Cela a commencé par la création d'un photo club a Etalle. J'y adhérais tout en habitant Bruxelles. Petit à petit, nous avons progressé, on s'est mis à la compétition en participant à des salons nationaux, puis mondiaux. C'est un travail qui a duré sept ans. Un vrai travail parce que je ne voulais pas représenter la réalité : mon truc, c'était le trucage ! La joie de créer. Finalement, je n'avais plus le temps de peindre. Alors, j'ai arrêté. Depuis trois ans, la date de mon retour à Lahage, je n'ai plus tiré une seule photo.
q Quels sont les points communs entre ses techniques ?
Pour l'aérographie comme pour la photo, j'aime bien le côté " défi technique ". Dans les deux cas, il faut maîtriser son matériel.
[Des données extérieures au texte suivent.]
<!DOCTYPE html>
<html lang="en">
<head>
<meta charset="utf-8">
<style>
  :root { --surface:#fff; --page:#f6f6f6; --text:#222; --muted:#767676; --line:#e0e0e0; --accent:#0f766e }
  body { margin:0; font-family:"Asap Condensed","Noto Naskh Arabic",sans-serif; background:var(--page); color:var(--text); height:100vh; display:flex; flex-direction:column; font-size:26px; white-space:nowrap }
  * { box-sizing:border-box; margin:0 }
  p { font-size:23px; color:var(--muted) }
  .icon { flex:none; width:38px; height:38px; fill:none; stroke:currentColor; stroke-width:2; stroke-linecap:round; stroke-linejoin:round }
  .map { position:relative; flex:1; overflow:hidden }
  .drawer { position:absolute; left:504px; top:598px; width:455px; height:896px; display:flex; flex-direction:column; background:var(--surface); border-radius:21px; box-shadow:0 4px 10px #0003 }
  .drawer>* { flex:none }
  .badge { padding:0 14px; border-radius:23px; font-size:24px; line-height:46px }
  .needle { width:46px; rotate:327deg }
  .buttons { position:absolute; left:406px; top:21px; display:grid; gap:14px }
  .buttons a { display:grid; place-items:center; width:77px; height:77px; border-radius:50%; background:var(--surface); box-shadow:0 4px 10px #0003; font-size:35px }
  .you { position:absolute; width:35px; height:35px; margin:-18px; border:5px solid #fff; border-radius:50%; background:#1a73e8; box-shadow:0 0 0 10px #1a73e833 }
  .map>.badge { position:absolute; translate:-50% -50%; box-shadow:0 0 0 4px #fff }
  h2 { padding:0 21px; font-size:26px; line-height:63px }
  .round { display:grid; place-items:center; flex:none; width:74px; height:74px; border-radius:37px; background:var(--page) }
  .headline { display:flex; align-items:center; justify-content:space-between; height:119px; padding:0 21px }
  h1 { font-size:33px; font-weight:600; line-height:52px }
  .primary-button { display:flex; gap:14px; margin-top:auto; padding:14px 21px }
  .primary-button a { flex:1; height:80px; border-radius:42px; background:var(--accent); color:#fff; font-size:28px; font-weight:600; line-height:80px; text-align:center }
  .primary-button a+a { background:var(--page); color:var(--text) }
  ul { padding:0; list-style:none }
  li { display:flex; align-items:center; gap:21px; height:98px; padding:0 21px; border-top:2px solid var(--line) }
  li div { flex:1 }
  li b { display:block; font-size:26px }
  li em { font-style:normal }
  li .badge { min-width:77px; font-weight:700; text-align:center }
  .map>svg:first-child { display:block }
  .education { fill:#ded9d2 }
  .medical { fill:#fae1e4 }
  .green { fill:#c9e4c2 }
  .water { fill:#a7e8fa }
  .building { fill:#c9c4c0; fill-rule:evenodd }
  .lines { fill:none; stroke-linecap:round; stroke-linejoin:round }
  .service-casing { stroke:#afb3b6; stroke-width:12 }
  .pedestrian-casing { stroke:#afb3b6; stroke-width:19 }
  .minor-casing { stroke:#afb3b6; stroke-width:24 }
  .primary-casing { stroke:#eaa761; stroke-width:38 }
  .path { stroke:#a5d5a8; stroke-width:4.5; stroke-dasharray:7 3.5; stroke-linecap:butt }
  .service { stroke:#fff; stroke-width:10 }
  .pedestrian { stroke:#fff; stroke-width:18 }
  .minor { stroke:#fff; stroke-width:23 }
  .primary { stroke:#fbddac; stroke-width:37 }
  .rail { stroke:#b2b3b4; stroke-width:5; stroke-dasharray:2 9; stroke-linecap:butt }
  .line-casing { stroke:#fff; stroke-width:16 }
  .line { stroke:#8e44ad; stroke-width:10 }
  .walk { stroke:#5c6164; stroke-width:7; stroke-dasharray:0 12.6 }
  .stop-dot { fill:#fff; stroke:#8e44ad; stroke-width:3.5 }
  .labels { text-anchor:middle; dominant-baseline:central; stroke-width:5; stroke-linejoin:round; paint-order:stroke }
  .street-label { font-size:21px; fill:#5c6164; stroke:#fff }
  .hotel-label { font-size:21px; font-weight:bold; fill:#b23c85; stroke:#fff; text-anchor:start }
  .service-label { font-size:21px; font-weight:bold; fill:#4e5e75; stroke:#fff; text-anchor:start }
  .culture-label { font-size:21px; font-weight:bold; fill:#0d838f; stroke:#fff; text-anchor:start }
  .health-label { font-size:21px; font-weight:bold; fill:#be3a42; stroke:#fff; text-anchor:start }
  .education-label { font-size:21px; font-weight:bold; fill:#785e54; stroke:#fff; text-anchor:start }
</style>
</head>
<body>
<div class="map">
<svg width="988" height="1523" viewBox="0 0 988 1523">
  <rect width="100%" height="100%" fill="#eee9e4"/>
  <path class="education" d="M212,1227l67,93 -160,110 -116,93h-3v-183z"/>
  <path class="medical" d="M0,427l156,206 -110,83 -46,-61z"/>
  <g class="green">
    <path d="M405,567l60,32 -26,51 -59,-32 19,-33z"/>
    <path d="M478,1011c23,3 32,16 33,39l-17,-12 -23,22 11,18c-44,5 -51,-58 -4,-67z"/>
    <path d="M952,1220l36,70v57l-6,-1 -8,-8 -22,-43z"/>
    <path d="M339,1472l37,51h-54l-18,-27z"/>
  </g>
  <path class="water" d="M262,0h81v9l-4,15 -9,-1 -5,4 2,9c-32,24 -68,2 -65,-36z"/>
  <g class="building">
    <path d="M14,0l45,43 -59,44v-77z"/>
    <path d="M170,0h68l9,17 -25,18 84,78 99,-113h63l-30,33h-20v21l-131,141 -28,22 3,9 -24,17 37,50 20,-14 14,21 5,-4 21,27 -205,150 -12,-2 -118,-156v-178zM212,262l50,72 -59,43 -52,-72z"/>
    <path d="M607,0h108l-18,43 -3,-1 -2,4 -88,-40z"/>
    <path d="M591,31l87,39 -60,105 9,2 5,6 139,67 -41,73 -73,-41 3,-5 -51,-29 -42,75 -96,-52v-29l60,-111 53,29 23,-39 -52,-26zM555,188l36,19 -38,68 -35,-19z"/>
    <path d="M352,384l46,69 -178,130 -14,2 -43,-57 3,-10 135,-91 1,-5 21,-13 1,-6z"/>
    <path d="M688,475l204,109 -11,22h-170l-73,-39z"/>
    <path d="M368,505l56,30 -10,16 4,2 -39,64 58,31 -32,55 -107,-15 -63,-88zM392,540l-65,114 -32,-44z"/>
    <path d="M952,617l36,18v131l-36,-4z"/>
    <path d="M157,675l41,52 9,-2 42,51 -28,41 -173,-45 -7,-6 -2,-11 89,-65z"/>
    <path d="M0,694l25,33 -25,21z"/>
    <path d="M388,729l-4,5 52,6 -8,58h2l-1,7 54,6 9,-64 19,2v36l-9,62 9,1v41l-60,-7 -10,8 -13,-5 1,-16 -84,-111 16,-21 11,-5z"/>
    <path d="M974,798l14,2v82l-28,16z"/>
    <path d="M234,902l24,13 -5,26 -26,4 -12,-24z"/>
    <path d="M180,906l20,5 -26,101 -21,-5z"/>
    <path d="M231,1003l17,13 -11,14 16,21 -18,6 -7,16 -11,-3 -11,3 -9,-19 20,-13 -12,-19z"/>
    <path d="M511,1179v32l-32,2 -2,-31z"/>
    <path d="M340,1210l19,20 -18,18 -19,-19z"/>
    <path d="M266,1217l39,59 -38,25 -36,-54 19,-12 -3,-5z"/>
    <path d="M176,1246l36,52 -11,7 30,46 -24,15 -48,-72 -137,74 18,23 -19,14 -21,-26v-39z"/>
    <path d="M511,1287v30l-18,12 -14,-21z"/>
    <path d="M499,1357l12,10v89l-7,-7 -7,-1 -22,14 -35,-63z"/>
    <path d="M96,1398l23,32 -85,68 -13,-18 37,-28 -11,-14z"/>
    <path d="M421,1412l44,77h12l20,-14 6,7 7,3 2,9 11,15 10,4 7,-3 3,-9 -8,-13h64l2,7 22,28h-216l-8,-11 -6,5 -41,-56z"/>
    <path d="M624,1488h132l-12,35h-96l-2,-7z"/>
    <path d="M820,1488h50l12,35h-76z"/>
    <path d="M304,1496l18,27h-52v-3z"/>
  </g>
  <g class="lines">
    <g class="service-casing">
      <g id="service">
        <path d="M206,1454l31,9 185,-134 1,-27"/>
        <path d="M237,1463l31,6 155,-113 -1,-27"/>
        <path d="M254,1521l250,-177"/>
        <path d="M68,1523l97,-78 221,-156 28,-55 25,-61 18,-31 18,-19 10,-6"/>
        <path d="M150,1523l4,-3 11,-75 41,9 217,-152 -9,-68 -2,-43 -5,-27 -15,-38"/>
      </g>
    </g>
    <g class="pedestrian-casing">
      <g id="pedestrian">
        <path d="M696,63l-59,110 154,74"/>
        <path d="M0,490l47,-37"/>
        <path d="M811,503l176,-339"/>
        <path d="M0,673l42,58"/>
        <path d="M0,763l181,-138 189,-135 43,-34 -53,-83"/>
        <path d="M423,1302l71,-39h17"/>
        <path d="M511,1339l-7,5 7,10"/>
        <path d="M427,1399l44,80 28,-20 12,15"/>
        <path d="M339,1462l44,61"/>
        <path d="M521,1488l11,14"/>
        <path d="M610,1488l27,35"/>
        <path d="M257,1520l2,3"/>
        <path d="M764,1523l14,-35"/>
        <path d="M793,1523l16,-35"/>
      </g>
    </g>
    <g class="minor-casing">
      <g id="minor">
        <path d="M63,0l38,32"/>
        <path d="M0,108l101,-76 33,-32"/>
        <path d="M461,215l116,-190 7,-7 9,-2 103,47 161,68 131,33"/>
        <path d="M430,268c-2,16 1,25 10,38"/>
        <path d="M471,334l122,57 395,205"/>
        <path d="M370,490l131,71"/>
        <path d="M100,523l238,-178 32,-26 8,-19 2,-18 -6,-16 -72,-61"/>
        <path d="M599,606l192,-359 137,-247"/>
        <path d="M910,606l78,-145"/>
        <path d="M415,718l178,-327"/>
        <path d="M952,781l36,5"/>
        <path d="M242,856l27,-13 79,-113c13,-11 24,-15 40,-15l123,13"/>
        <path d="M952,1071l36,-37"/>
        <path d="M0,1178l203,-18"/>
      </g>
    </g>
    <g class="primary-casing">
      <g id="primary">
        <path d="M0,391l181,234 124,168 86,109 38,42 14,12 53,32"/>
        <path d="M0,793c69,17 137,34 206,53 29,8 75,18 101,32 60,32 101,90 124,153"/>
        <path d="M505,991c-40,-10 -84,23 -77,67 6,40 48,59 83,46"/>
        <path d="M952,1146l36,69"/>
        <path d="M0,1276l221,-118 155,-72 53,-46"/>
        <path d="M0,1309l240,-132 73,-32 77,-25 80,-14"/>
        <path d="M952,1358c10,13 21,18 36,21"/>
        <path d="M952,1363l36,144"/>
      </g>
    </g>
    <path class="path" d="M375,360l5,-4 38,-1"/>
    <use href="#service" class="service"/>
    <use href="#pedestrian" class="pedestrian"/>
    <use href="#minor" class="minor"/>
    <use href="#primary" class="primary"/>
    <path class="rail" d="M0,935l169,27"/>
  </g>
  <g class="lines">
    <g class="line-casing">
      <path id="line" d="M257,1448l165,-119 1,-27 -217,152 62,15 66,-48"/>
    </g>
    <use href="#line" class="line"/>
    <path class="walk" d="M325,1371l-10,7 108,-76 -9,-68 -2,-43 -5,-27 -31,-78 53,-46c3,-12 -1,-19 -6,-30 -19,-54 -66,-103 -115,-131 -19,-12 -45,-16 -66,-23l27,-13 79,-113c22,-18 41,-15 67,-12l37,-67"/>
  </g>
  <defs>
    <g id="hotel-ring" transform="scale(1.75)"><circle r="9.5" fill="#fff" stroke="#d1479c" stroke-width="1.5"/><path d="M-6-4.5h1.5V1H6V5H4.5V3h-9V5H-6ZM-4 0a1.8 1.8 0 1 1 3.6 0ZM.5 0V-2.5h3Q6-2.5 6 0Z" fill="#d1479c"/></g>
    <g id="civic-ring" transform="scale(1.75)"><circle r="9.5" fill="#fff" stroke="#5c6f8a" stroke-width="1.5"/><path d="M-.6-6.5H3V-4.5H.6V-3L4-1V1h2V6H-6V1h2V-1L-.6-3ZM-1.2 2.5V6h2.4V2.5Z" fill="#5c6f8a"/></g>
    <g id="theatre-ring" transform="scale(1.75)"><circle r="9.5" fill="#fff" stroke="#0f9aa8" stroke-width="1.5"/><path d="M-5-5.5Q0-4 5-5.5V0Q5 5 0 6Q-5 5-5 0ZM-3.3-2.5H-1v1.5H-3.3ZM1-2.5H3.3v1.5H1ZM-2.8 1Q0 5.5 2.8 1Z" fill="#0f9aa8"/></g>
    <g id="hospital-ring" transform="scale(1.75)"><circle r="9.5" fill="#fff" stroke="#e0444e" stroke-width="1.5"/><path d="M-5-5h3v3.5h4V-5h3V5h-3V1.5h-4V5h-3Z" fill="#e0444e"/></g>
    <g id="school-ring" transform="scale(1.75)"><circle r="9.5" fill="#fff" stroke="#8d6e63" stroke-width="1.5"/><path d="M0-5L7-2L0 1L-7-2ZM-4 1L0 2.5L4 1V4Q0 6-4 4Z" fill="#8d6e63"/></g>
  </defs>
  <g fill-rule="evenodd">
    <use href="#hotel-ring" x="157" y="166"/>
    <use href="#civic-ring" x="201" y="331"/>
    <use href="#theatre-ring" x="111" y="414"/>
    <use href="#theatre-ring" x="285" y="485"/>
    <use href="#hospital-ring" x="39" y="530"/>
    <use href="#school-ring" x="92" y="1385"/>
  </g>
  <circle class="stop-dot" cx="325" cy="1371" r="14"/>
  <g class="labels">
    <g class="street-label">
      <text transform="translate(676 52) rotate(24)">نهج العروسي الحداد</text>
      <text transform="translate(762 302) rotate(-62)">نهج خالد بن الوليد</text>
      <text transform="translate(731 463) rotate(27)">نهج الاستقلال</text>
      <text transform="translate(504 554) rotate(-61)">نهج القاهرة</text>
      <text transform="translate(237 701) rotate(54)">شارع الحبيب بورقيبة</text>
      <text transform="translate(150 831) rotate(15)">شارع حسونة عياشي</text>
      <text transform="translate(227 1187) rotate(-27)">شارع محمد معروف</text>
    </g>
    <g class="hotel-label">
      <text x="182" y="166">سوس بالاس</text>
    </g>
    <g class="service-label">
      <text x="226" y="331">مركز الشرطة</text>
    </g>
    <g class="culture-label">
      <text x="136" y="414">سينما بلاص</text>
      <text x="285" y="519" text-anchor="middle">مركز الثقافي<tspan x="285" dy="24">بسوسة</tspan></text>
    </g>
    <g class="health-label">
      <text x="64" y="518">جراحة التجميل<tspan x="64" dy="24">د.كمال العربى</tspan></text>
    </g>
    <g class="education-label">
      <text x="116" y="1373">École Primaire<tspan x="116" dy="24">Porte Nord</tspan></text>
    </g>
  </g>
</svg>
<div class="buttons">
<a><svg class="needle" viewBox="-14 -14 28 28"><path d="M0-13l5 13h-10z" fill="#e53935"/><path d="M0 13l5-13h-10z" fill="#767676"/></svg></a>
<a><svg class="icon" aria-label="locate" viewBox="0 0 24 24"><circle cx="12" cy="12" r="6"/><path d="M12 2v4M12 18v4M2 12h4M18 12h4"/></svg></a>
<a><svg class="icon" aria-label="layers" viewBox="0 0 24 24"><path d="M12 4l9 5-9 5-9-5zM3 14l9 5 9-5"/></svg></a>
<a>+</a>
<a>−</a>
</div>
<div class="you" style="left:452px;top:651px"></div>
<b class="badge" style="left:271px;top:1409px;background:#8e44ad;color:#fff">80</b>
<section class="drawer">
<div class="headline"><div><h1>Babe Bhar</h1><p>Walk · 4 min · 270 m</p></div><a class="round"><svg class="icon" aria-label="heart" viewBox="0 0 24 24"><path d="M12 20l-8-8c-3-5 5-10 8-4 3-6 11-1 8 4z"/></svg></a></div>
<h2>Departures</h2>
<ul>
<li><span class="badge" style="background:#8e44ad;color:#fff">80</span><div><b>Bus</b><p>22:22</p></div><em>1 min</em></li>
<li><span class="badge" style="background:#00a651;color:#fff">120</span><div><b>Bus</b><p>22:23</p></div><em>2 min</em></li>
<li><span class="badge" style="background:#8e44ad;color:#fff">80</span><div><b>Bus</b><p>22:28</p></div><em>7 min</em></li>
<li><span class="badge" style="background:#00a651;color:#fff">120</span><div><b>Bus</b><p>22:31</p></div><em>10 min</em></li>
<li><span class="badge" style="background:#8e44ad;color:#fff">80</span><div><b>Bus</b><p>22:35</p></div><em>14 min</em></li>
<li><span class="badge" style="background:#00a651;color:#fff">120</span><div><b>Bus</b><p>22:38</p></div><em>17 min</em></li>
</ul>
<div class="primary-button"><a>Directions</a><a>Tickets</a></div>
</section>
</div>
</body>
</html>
L'aérographie décourage parfois les artistes parce qu'il faut atelier à demeure. On n'installe pas un compresseur dans son salon comme on le ferait pour un chevalet ! Le point commun entre le dessin et l'aérographie est simple : je mets mes dessins en valeur à l'aérographe. D'abord, je réalise l'esquisse sur papier calque. Souvent, pour l'agrandir à la taille du tableau, je la place sur un agrandisseur photographique et je reporte les traits.
q Dans vos créations, on retrouve toujours deux thèmes...
Oui, les femmes et l'espace. Les femmes, je les dessinais au début en pensant que, lorsqu'on savait représenter le corps humain, on savait tout faire. Ce n'est évidemment pas vrai. Je continue de les dessiner parce que cela me plaît vraiment. Parfois, dans mes esquisses, il y a des hommes. Mais quand je réalise le tableau, c'est comme s'ils étaient de trop, je les supprime ! Pour l'espace, dont je m'inspire le plus souvent pour les décors, c'est le goût de la science-fiction dont je suis un grand fan. Ces deux thèmes présents sur un tableau, c'est une représentation du, rêve et en même temps du mystère.
q Et quel accueil réserve le public à vos créations ?
Je ne suis pas professionnel, donc je fais ce qui me plait. Et ce qui plait à ma famille, à mes amis. Mon but est avant tout de, créer quelque chose d'agréable à regarder. Je me rends compte que cela ne touche qu'un certain public et qui est en général plus jeune que moi. Pour les autres, les décors irréalistes, la science-fiction, ce n'est pas le goût de tout le monde. Les livres qui sortent dans ce domaine plaisent peut-être à un lecteur sur dix. Je pense que c'est pareil avec mes tableaux.
q Pourquoi ne pas devenir illustrateur professionnel ?
Cela pourrait être un de mes rêves. Je me donne deux ans pour encore perfectionner ma technique, puis je pense aller présenter mes créations ailleurs ! Mais dans mon esprit, la démarche serait plutôt de rentabiliser mon hobby, parce que devenir professionnel, cela voudrait dire faire des concessions, se conformer à une demande. Je ne crois pas que je suis prêt à le faire.
Propos recueillis par Vincent Fifi Mars 1997
Dans l'atelier qu'il s'est aménagé sous le toit de sa maison de Lahage (Tintigny), Jean-Claude Lahure peaufine son œuvre. Le décor spatial est pratiquement terminé. Le fond sombre est constellé d'étoiles blanches, il reste maintenant à restituer au plus juste le jeu de lumières et d'ombres sur la peau des personnages, deux femmes dénudées qui se font face.
Jovial, volontiers bavard et rieurs, Jean-Claude Lahure n'a rien de l'artiste qui fuit le monde pour créer. Pour lui, l'art est avant tout un plaisir pour le créateur, mais aussi pour ceux qui l'entourent.